To further investigate, we perform two rounds of hard case data selection. First, we use the model trained on 10% of the data to identify samples with CDM $\neq 1$ from the remaining 90%. We find 76,026 such samples, which is less than 8% of the remaining data, indicating that over 90% of the formulas can be accurately predicted. Combining these with the initial 10% random data, we have a total of 182,205 samples (17.16% of the UniMER-1M dataset). As shown in Figure 10, the model trained on this combined dataset performs comparably to the model trained on the full dataset, except for a slight underperformance on the SCE subset.

Next, we use this model to further select hard cases from the remaining data, identifying an additional 9,734 samples, representing about 1% of the remaining data. This brings the total to 191,939 samples (18.08% of the full dataset). The performance of this model shows a slight improvement over the previous round, achieving results comparable to or even exceeding those of the model trained on the full dataset across various subsets.

This experiment demonstrates the effectiveness of using CDM for hard case selection in formula recognition. Training based on hard case mining can serve as an efficient method to enhance model performance. This approach allows for the expansion of training data by selecting only the necessary samples, eliminating the need to use the entire dataset. Future formula recognition datasets can be expanded using this method, focusing on the most challenging samples to improve model accuracy and efficiency.

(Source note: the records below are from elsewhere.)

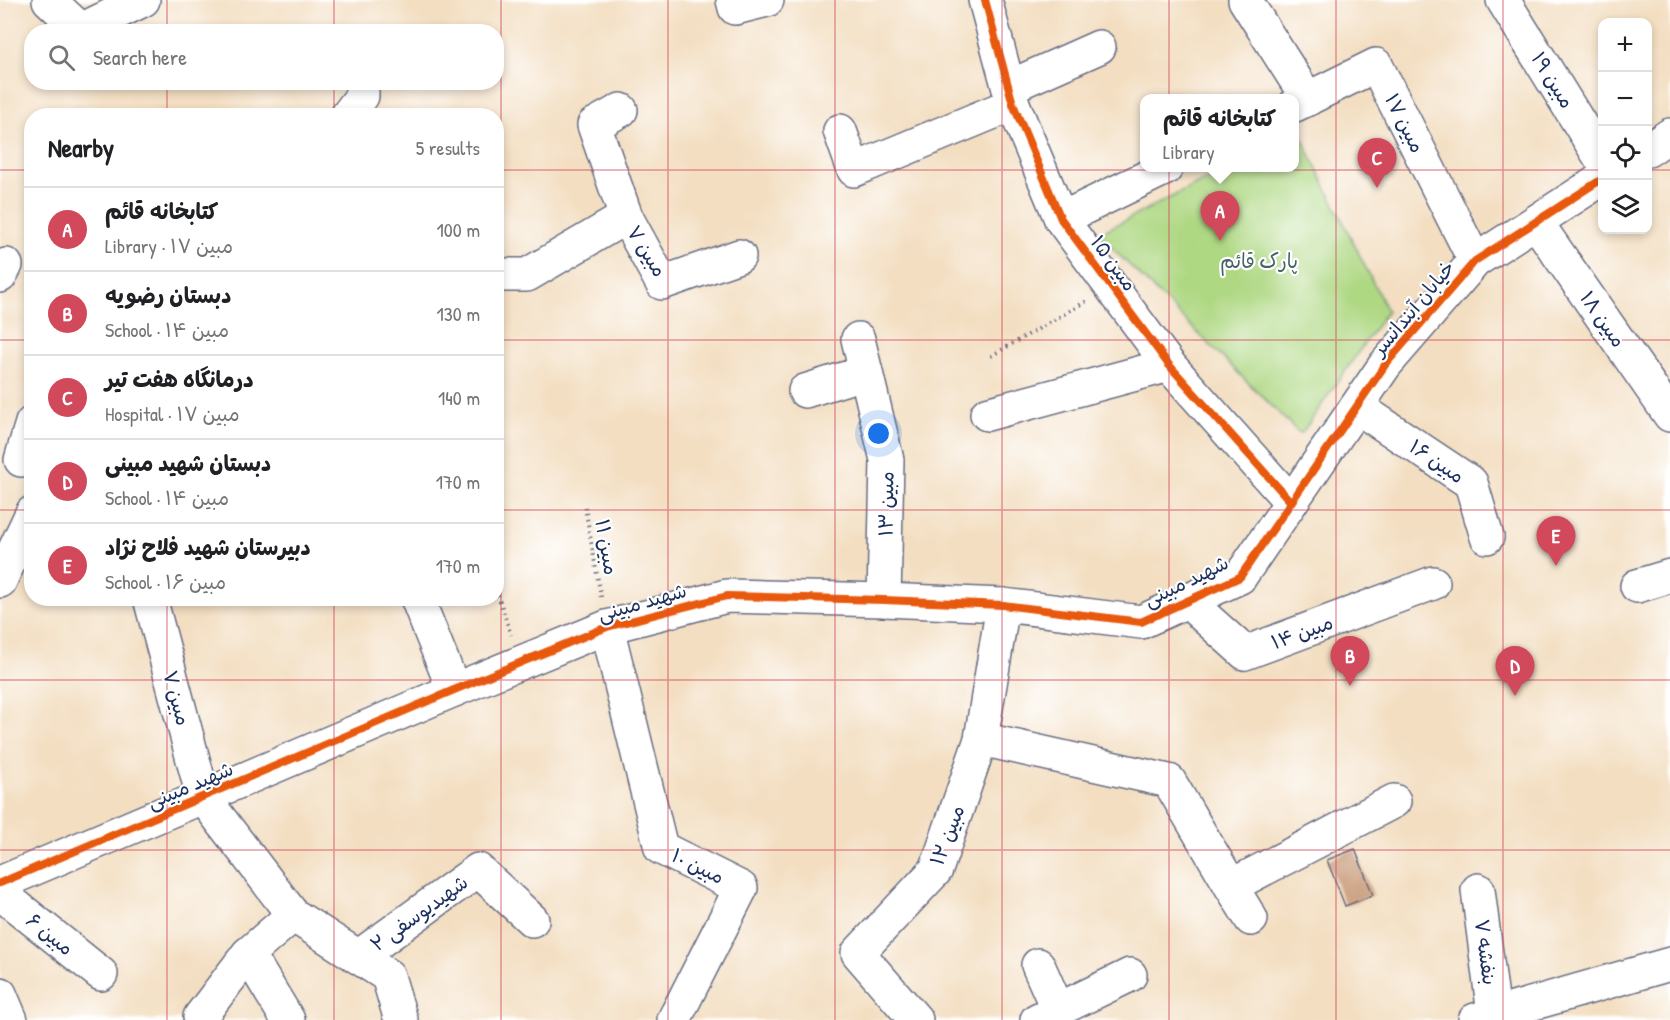 <!DOCTYPE html>
<meta charset="utf-8">
<style>
:root{--surface:#fff;--page:#f6f6f6;--text:#202124;--muted:#757577;--line:#e0e0e0;--accent:#d1495b}
body{margin:0;font-family:"Patrick Hand","Playpen Sans Arabic",sans-serif;background:var(--page);color:var(--text)}
.controls{position:absolute;right:18px;top:18px;display:grid;overflow:hidden;border-radius:12px;box-shadow:0 3px 9px #0003}
.controls button{width:54px;height:54px;display:grid;place-items:center;padding:0;border:0;border-bottom:2px solid var(--line);background:var(--surface);color:var(--text);font:30px sans-serif}
.you{position:absolute;left:879px;top:434px;width:21px;height:21px;margin:-15px;border:4px solid #fff;border-radius:50%;background:#1a73e8;box-shadow:0 0 0 9px #1a73e833}
.badge{display:grid;place-items:center;width:39px;height:39px;border-radius:50%;background:var(--accent);color:#fff;font-size:20px;font-weight:700}
.pin{position:absolute;translate:-50% -50px;filter:drop-shadow(0 2px 3px #0008)}
.pin::after{content:'';position:absolute;top:32px;width:21px;height:18px;background:inherit;clip-path:polygon(0 0,100% 0,50% 100%)}
.popup{position:absolute;left:1140px;top:94px;width:159px;height:78px;box-sizing:border-box;display:grid;place-content:center;border-radius:12px;background:var(--surface);filter:drop-shadow(0 2px 4px #0005);font-size:20px;white-space:nowrap;color:var(--muted)}
.popup b{font-size:22px;color:var(--text)}
.popup::after{content:'';position:absolute;left:50%;top:100%;margin-left:-12px;border:12px solid transparent;border-top-color:var(--surface)}
.list{margin:0;padding:0;list-style:none}
h2{display:flex;justify-content:space-between;align-items:center;height:78px;margin:0;padding:0 24px;font-size:26px}
h2 small{font-size:20px;font-weight:400;color:var(--muted)}
.list li{display:grid;grid-template-columns:39px 1fr auto;gap:18px;align-items:center;box-sizing:border-box;height:84px;padding:0 24px;border-top:2px solid var(--line)}
.list b{display:block;font-size:22px;white-space:nowrap}
.list p{margin:0;font-size:20px;white-space:nowrap;color:var(--muted)}
.list em{font-size:20px;font-style:normal;color:var(--muted)}
.icon{flex:none;width:33px;height:33px;fill:none;stroke:currentColor;stroke-width:2;stroke-linecap:round;stroke-linejoin:round}
.map{position:relative;flex:none;width:1670px;height:1020px;overflow:hidden}
.search{position:absolute;background:var(--surface);box-shadow:0 3px 9px #0003;left:24px;top:24px;width:480px;height:66px;display:flex;align-items:center;gap:15px;box-sizing:border-box;padding:0 21px;border-radius:24px;color:var(--muted);font-size:22px}
.panel{position:absolute;background:var(--surface);box-shadow:0 3px 9px #0003;left:24px;top:108px;width:480px;height:498px;border-radius:24px}
.map>svg:first-child{display:block}
</style>
<div class="map">
<svg width="1670" height="1020" viewBox="0 0 1670 1020">
<rect width="100%" height="100%" fill="#fff"/>
<filter id="ink" filterUnits="userSpaceOnUse"><feTurbulence type="fractalNoise" baseFrequency=".0167" numOctaves="2"/><feDisplacementMap in="SourceGraphic" scale="12" xChannelSelector="R" yChannelSelector="G"/><feConvolveMatrix kernelMatrix="1 2 1 2 8 2 1 2 1" color-interpolation-filters="sRGB"/></filter>
<filter id="wash" filterUnits="userSpaceOnUse"><feTurbulence type="fractalNoise" baseFrequency=".008" numOctaves="4" result="noise"/><feDisplacementMap in="SourceGraphic" scale="24" xChannelSelector="R" yChannelSelector="G"/><feGaussianBlur stdDeviation="1.35" result="paint"/><feColorMatrix in="noise" values="0 0 0 0 0 0 0 0 0 0 0 0 0 0 0 0 0 1.4 0 .05"/><feComposite in="paint" operator="in"/></filter>
<g filter="url(#wash)">
<rect width="100%" height="100%" fill="#f3dec1"/>
<path fill="#afd883" stroke="#658470" stroke-width="1.5" d="M1299,132L1387,311L1302,433L1298,432L1098,234L1229,168H1295V134Z"/>
<g id="blocks">
<path fill="#c99b7a" d="M1355,849L1373,895L1345,906L1327,860Z"/>
</g>
</g>
<g filter="url(#ink)">
<use href="#blocks" fill-opacity="0" stroke="#676c81" stroke-width="1.5"/>
<g fill="none" stroke-linecap="round" stroke-linejoin="round">
<g stroke="#676c81" stroke-width="36">
<g id="street">
<path d="M49,0L81,30L143,0"/>
<path d="M733,0L735,8L767,0"/>
<path d="M985,0L1013,104L1061,219L1169,365L1291,502"/>
<path d="M1245,0L1308,99"/>
<path d="M1503,0L1602,160"/>
<path d="M1009,87L1099,47"/>
<path d="M1295,105L1376,65L1475,261"/>
<path d="M621,110L594,125L626,217"/>
<path d="M347,116L362,96V82"/>
<path d="M840,131L854,170L1013,104"/>
<path d="M1648,150L1670,135"/>
<path d="M1061,219L1166,168"/>
<path d="M1536,222L1670,415"/>
<path d="M496,275H527L626,217L662,283L739,256"/>
<path d="M0,276L6,265"/>
<path d="M858,339L887,460L884,600"/>
<path d="M805,391L866,372"/>
<path d="M1357,407L1471,483L1487,537"/>
<path d="M987,414L1169,365"/>
<path d="M21,460L32,423"/>
<path d="M0,581L32,513"/>
<path d="M1637,586L1670,576"/>
<path d="M150,598L203,797L293,915L388,976L401,1020"/>
<path d="M417,598L454,690"/>
<path d="M1187,601L1245,653L1433,583"/>
<path d="M607,627L661,848L741,888L674,1020"/>
<path d="M981,739L1169,781L1231,886L1394,801"/>
<path d="M0,883L454,690L607,627L727,596L884,600L1003,605L1141,622L1240,577L1385,365L1475,261L1602,179"/>
<path d="M1231,886L1251,919"/>
<path d="M1478,890L1494,1015"/>
<path d="M0,893L101,974"/>
<path d="M248,954L288,1020"/>
<path d="M358,957L478,870L532,920"/>
<path d="M1038,965L1058,1010"/>
<path d="M0,994L11,1020"/>
<path d="M200,1017L248,954L293,915"/>
<path d="M916,1020L858,953L936,870L981,739L1003,605"/>
<path d="M1037,1020L1130,975"/>
<path d="M1475,1020L1670,964"/>
</g>
</g>
<g stroke="#676c81" stroke-width="4" stroke-dasharray="1.5 4.5" stroke-linecap="butt">
<path d="M991,356L1087,301"/>
<path d="M585,507L601,597"/>
<path d="M496,589L511,635"/>
</g>
<use href="#street" stroke="#fff" stroke-width="33"/>
<g stroke="#fff" stroke-width="11">
<g id="cycleway">
<path d="M985,0L1013,104L1061,219L1169,365L1291,502"/>
<path d="M0,883L454,690L607,627L727,596L884,600L1003,605L1141,622L1240,577L1385,365L1475,261L1602,179"/>
</g>
</g>
<use href="#cycleway" stroke="#e8590c" stroke-width="8"/>
</g>
</g>
<path fill="none" stroke="#d1495b" stroke-width="1.5" stroke-opacity="0.55" d="M167,0V32M334,0V32M501,0V1020M668,0V1020M835,0V1020M1002,0V1020M1169,0V1020M1336,0V1020M1503,0V1020M167,82V116M334,82V116M0,170H32M496,170H1602M1648,170H1670M0,340H32M496,340H1670M0,510H32M496,510H1670M167,598V1020M334,598V1020M0,680H1670M0,850H1670"/>
<g text-anchor="middle" stroke-width="4.5" stroke-linejoin="round" paint-order="stroke">
<g font-size="20" fill="#1b2f5e" stroke="#fff">
<text transform="translate(1553 80) rotate(58)" y="7">مبین ۱۹</text>
<text transform="translate(1405 123) rotate(63)" y="7">مبین ۱۷</text>
<text transform="translate(647 251) rotate(58)" y="7">مبین ۷</text>
<text transform="translate(1114 263) rotate(54)" y="7">مبین ۱۵</text>
<text transform="translate(1413 308) rotate(-50)" y="7">خیابان آبندانسر</text>
<text transform="translate(1603 319) rotate(55)" y="7">مبین ۱۸</text>
<text transform="translate(1437 461) rotate(34)" y="7">مبین ۱۶</text>
<text transform="translate(886 504) rotate(-89)" y="7">مبین ۱۳</text>
<text transform="translate(607 547) rotate(80)" y="7">مبین ۱۱</text>
<text transform="translate(1186 581) rotate(-26)" y="7">شهید مبینی</text>
<text transform="translate(642 602) rotate(-16)" y="7">شهید مبینی</text>
<text transform="translate(1302 632) rotate(-20)" y="7">مبین ۱۴</text>
<text transform="translate(177 698) rotate(75)" y="7">مبین ۷</text>
<text transform="translate(190 785) rotate(-23)" y="7">شهید مبینی</text>
<text transform="translate(947 835) rotate(-69)" y="7">مبین ۱۲</text>
<text transform="translate(698 866) rotate(26)" y="7">مبین ۱۰</text>
<text transform="translate(419 913) rotate(-36)" y="7">شهیدیوسفی ۲</text>
<text transform="translate(50 934) rotate(39)" y="7">مبین ۶</text>
<text transform="translate(1486 952) rotate(83)" y="7">بنفشه ۷</text>
</g>
<g font-size="20" fill="#476269" stroke="#fff">
<text x="1259" y="268">پارک قائم</text>
</g>
</g>
</svg>
<div class="controls">
<button>+</button>
<button>−</button>
<button><svg class="icon" aria-label="locate" viewBox="0 0 24 24"><circle cx="12" cy="12" r="6"/><path d="M12 2v4M12 18v4M2 12h4M18 12h4"/></svg></button>
<button><svg class="icon" aria-label="layers" viewBox="0 0 24 24"><path d="M12 4l9 5-9 5-9-5zM3 14l9 5 9-5"/></svg></button>
</div>
<div class="you"></div>
<div class="pin badge" style="left:1220px;top:241px">A</div>
<div class="popup"><b>کتابخانه قائم</b>Library</div>
<div class="pin badge" style="left:1350px;top:686px">B</div>
<div class="pin badge" style="left:1377px;top:188px">C</div>
<div class="pin badge" style="left:1515px;top:696px">D</div>
<div class="pin badge" style="left:1556px;top:566px">E</div>
<div class="search"><svg class="icon" aria-label="search" viewBox="0 0 24 24"><circle cx="10" cy="10" r="6"/><path d="M15 15l6 6"/></svg>Search here</div>
<section class="panel">
<h2>Nearby<small>5 results</small></h2>
<ul class="list">
<li><span class="badge">A</span><div><b>کتابخانه قائم</b><p>Library · مبین ۱۷</p></div><em>100 m</em></li>
<li><span class="badge">B</span><div><b>دبستان رضویه</b><p>School · مبین ۱۴</p></div><em>130 m</em></li>
<li><span class="badge">C</span><div><b>درمانگاه هفت تیر</b><p>Hospital · مبین ۱۷</p></div><em>140 m</em></li>
<li><span class="badge">D</span><div><b>دبستان شهید مبینی</b><p>School · مبین ۱۴</p></div><em>170 m</em></li>
<li><span class="badge">E</span><div><b>دبیرستان شهید فلاح نژاد</b><p>School · مبین ۱۶</p></div><em>170 m</em></li>
</ul>
</section>
</div>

Appendix D Evaluation Method Based on Image Differences

Previous work Wang and Liu (2021) mentions using image-based difference methods for evaluating formula recognition results, but a thorough analysis of the limitations of this approach is needed. To further assess the effectiveness of these methods, we conduct experiments using both image edit distance (Editdist) and Mean Squared Error (MSE) of image differences. As shown in Figure 11, Case 1 demonstrates that when the model’s prediction is correct and the rendered output perfectly matches the ground truth (GT), both EditDist and MSE are zero, indicating an accurate formula. However, in Case 2, where the prediction misses the character $\alpha$ , the image-based difference method flags all subsequent positions as mismatched, even though only one character is missing. A more severe example is illustrated in Case 3, where the predicted formula content is correct but an extra newline character is predicted, leading to a significant image difference. In this case, both EditDist and MSE are non-zero and fail to reflect the error accurately. This highlights the necessity of the proposed CDM metric.